In his statement on Sunday, Zacharias laid out his side of the story. He met Mrs. Thompson at a conference in Canada in October 2014, and she asked him to reach out to her husband because he had questions about Christianity. He met the husband at another event in Canada and the Thompsons invited the apologist and his wife out to dinner.
“That was the second and last time I was ever in the same room with either of them,” Zecharias said.

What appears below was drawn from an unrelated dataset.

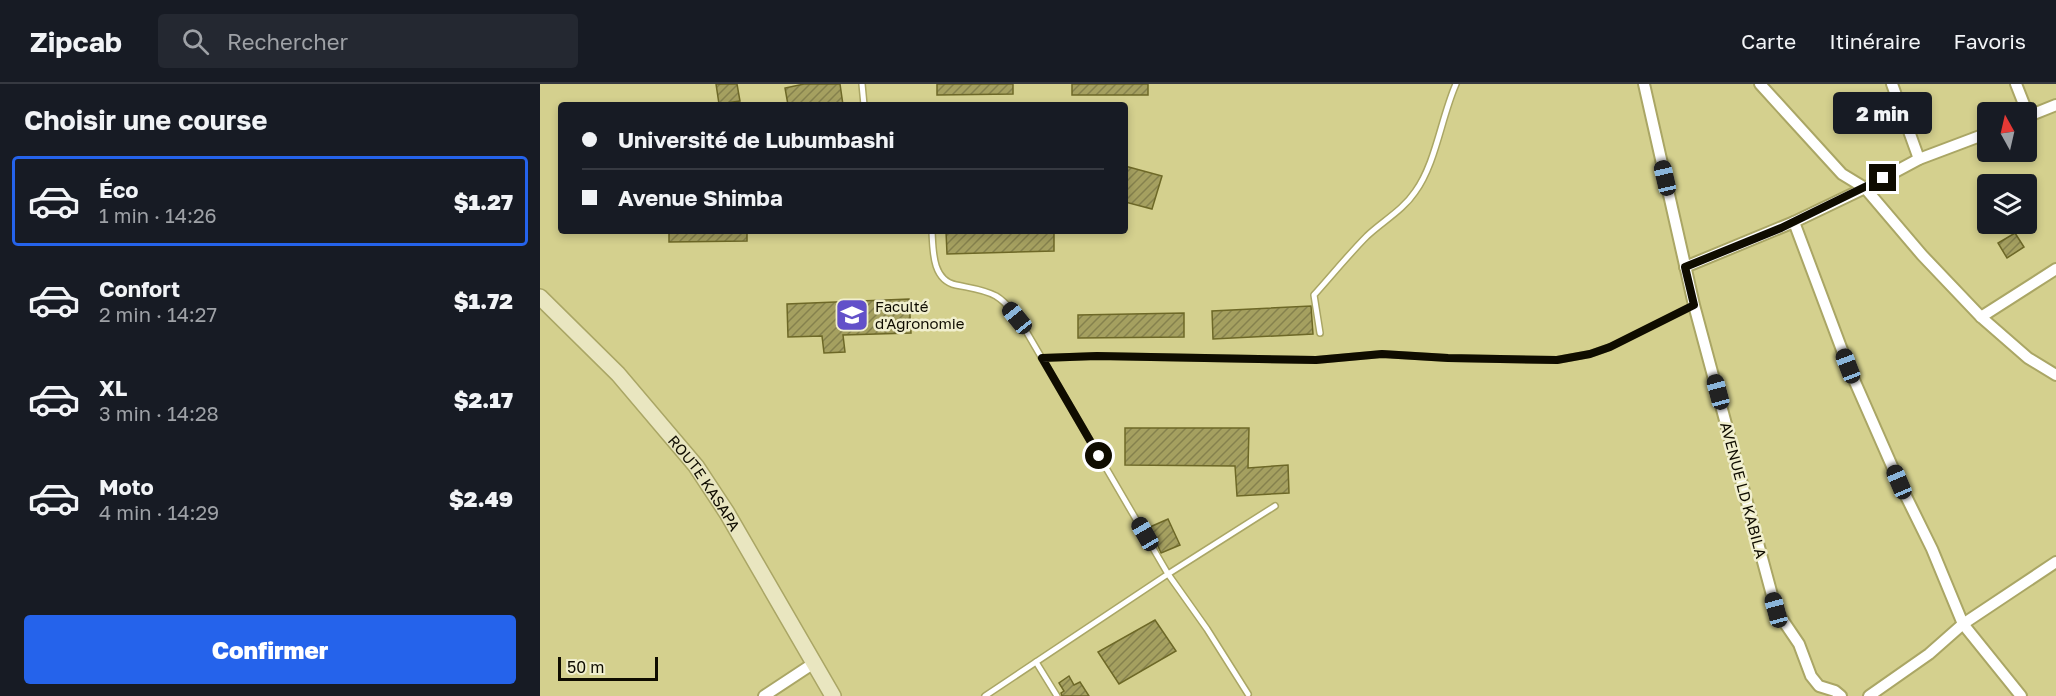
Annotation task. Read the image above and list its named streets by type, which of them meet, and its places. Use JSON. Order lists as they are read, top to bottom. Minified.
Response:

Later, the wife “began to contact me via the email address I had used to contact her husband after first meeting them. My responses were usually brief. Then, last year, she shockingly sent me extremely inappropriate pictures of herself unsolicited. I clearly instructed her to stop contacting me in any form; I blocked her messages, and I resolved to terminate all contact with her.”
Late last year, she threatened to reveal the texts to her husband, claiming Zacharias had asked for the nude photos. In April 2017, they sent him a letter demanding money. The RZIM board advised the apologist to get legal counsel.
Zacharias recalled filing the lawsuit and dismissing it last month after reaching an agreement. “All communication with both of them has concluded, and the legal matters have been resolved. However, at this time, unfortunately I am legally prevented from answering or even discussing the questions and claims being made by some, other than to say that each side paid for their own legal expenses and no ministry funds were used.”
“Let me state categorically that I never met this woman alone, publicly or privately,” Zacharias declared. “The question is not whether I solicited or sent any illicit photos or messages to another woman—I did not, and there is no evidence to the contrary—but rather, whether I should have been a willing participant in any extended communication with a woman not my wife.”
“In my 45 years of marriage to Margie, I have never engaged in any inappropriate behavior of any kind,” the apologist said. “I love my wife with all my heart and have been absolutely faithful to her these more than 16,000 days of marriage, and have exercised extreme caution in my daily life and travels, as everyone who knows me is aware.”
Zacharias said he applies the “Billy Graham rule,” for which Vice President Mike Pence is famous. “I have long made it my practice not to be alone with a woman other than Margie and our daughters—not in a car, a restaurant, or anywhere else.”
“Upon reflection, I now realize that the physical safeguards I have long practiced to protect my integrity should have extended to include digital communications safeguards,” the apologist noted. “I believe—and indeed would counsel others—that the standards of personal conduct are necessarily higher for Christian leaders.”
In a final statement, Zacharias explained, “My life is not my own, it belongs to God.” He promised to continue following God’s calling to “leave no stone unturned in my pursuit of truth.”
“I bear no ill will toward anybody,” the apologist concluded. “God is the God of healing, and He promises a new day. May that be true by His grace.”
RZIM did not respond to a request for evidence to counteract Lori Anne Thompson’s claims, although such evidence may be unavailable due to the non-disclosure agreement.
The photos purporting to show Zacharias’ suicide threats are the weakest parts of his account. That said, it seems extremely unlikely that a man who follows the Billy Graham rule actually asked for nude photos, and the Thompsons’ history of suing a pastor suggests Zacharias’ lawyers may be right about this being a mere attempt at extortion.
This case seems to demonstrate the effectiveness of the Billy Graham rule. While Zacharias lamented that he did carry on a conversation with this woman, his moral probity seems to have shielded him from this ugly attack, allowing him to refuse to send $5 million and instead to file a lawsuit against the couple and force them to settle it.
The full details of that settlement may never be known, but it appears Zacharias has successfully defended his reputation against this powerful attack.